ABC, Kimberly-Clark seek partnership to expand Nigeria’s manufacturing capacity
L:R: Girish Sharma, chief operating officer, Dufil Prima Foods Plc; Oluwakemi Saliu, marketing manager, Kimberly Clark; Tayo Fagbamigbe, senior legal counsel, Kimberly Clark; Margaret Olele, chief executive officer/executive secretary, American Business Council; Okusanya Adebisi, HR manager, Kimberly Clark West, East & Central Africa; during a media parley with FMCG group in Lagos last Tuesday.
The American Business Council (ABC) and Kimberly-Clark, makers of soft Huggies diapers and Kleenex tissues, are seeking partnership with the Nigerian government with a view to making the country a manufacturing hub.
At a media parley organised by the ABC for the Fast-Moving Consumer Goods Group (FMCG), salient issues and challenges affecting the manufacturing sector were discussed.

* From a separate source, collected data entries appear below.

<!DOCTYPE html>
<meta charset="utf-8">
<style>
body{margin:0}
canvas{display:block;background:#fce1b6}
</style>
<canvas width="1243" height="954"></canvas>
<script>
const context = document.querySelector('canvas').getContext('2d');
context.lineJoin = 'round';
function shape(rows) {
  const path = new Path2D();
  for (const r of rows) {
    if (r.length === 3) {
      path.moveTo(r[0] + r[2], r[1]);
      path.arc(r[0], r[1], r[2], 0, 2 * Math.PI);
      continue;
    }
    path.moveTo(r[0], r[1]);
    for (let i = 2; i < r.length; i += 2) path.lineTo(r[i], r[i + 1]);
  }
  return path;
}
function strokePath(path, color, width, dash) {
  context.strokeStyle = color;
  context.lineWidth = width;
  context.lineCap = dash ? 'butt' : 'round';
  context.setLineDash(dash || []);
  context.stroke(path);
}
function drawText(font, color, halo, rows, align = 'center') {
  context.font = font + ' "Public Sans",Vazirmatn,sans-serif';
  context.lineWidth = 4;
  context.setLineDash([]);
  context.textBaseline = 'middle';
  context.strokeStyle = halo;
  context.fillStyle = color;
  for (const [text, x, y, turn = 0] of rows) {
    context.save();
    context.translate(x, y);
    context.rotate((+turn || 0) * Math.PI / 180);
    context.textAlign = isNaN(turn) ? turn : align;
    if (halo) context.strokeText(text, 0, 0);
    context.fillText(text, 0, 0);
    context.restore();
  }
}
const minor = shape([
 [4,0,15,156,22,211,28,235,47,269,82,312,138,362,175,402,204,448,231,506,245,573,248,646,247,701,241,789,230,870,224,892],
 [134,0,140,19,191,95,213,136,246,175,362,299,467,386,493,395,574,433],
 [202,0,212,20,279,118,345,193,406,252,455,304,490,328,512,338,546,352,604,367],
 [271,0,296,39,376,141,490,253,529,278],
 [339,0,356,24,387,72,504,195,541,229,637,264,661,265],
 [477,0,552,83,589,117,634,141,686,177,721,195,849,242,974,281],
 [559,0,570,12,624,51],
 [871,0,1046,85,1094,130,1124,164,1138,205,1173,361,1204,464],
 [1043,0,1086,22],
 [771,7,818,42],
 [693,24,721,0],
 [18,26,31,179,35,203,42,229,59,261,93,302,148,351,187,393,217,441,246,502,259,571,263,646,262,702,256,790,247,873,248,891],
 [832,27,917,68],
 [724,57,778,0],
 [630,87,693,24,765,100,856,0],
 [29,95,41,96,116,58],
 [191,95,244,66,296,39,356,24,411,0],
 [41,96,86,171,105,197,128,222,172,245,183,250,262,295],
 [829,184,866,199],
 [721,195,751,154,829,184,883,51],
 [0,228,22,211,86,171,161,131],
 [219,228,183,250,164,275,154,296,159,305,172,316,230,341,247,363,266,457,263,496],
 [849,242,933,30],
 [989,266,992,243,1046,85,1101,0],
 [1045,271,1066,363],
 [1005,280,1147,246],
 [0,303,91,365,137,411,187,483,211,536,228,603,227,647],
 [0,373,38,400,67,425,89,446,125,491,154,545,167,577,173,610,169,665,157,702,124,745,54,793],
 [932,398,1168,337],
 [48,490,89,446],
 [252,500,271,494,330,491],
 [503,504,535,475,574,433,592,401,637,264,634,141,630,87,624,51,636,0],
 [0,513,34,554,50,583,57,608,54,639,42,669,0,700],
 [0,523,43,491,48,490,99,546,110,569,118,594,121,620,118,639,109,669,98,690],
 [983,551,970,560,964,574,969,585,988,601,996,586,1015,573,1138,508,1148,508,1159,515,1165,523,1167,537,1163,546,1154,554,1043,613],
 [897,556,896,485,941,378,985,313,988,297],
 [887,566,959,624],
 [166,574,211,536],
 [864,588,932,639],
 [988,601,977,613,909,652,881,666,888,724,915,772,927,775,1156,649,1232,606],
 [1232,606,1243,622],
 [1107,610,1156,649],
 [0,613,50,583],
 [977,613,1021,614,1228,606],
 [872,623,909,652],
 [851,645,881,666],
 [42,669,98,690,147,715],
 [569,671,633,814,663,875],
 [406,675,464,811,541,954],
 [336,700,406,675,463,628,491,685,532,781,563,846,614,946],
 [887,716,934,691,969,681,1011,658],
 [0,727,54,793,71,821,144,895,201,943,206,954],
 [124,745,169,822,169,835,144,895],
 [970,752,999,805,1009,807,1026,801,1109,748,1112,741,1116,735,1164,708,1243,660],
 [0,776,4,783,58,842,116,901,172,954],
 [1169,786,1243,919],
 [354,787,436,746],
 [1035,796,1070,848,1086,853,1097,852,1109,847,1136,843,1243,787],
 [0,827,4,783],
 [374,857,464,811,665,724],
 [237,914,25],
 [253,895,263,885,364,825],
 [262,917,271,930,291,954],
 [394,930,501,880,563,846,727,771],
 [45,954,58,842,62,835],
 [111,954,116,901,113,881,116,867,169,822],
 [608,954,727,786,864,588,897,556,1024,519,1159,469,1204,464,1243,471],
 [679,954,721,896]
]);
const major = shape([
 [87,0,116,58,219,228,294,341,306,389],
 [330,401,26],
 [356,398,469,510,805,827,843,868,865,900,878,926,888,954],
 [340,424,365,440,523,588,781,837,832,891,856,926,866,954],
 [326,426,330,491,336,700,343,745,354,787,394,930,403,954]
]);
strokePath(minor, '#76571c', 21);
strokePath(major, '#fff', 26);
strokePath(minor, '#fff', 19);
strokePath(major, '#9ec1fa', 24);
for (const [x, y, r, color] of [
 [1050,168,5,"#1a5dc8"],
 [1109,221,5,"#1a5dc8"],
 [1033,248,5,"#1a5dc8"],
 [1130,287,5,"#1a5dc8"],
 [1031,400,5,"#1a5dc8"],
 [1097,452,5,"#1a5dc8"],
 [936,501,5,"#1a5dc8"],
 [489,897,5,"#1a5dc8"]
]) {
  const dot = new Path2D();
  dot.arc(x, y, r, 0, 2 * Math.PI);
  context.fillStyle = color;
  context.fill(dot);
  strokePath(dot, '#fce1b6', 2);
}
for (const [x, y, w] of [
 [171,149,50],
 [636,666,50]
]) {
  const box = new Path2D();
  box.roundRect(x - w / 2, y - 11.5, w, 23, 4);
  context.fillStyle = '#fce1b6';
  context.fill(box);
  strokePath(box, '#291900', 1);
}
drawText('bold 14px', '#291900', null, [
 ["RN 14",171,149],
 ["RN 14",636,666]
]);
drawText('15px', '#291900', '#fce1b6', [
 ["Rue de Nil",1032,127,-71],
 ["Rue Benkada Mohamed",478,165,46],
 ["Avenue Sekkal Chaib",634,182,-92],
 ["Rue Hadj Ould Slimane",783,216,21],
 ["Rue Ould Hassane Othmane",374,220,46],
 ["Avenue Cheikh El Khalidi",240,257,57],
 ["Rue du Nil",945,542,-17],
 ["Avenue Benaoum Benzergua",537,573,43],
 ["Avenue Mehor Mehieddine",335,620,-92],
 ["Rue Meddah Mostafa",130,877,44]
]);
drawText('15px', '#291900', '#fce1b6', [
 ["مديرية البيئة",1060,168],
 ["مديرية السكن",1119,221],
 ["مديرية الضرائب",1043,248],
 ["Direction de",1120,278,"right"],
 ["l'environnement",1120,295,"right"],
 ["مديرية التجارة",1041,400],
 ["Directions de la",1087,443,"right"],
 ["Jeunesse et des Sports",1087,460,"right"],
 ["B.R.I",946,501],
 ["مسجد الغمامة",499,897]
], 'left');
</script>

“There is an aspiration that we will become a manufacturing hub in West Africa. And one of the ways we are doing this is by working around partnerships and driving social economic reforms with these panthers,” Margret Olele , executive secretary, ABC, said at the media parley, which held in Lagos.
Industry players in the FMCG industry said Nigeria was an attractive platform and destination for manufacturers, and if the challenges and bottlenecks were tackled, the country would become a major hub in West Africa.
They pointed out the need to fix the power sector to reduce high energy costs incurred by local manufacturers.
Apart from power, the group called on the government to put up infrastructure such as good roads and railway system across the country to enable players in the real sector to move around their products.
The players also stressed the need to make the business environment attractive to investors and convivial for manufacturers.
The FMCG contributes about 45 percent to the manufacturing sector. The FMCGs are mostly over-the counter products that are sold quickly. They include noodles, beverages, packaged foods and toiletries, among others.
“Nigeria is very attractive to manufacturers around the world, but the challenges and the bottlenecks are affecting us, especially in terms of profit- making. The government has to do more to ease these challenges and the quicker they do that, the better for us,” said Oluwakemi Saliu, marketing manager, Kimberly-Clark.
“That is why we need increased partnership with the government,” Saliu further said
ABC is an affiliate of U.S chambers of commerce, working with the U.S mission and other partners to drive trade and investments opportunities between Nigeria and America in the interest of its member companies.
“We have about 40 members running across different sub sectors in FMCG, structure, energy and critical sector investments and we have at least 30 percent of our members in the ICT space,” Olele said.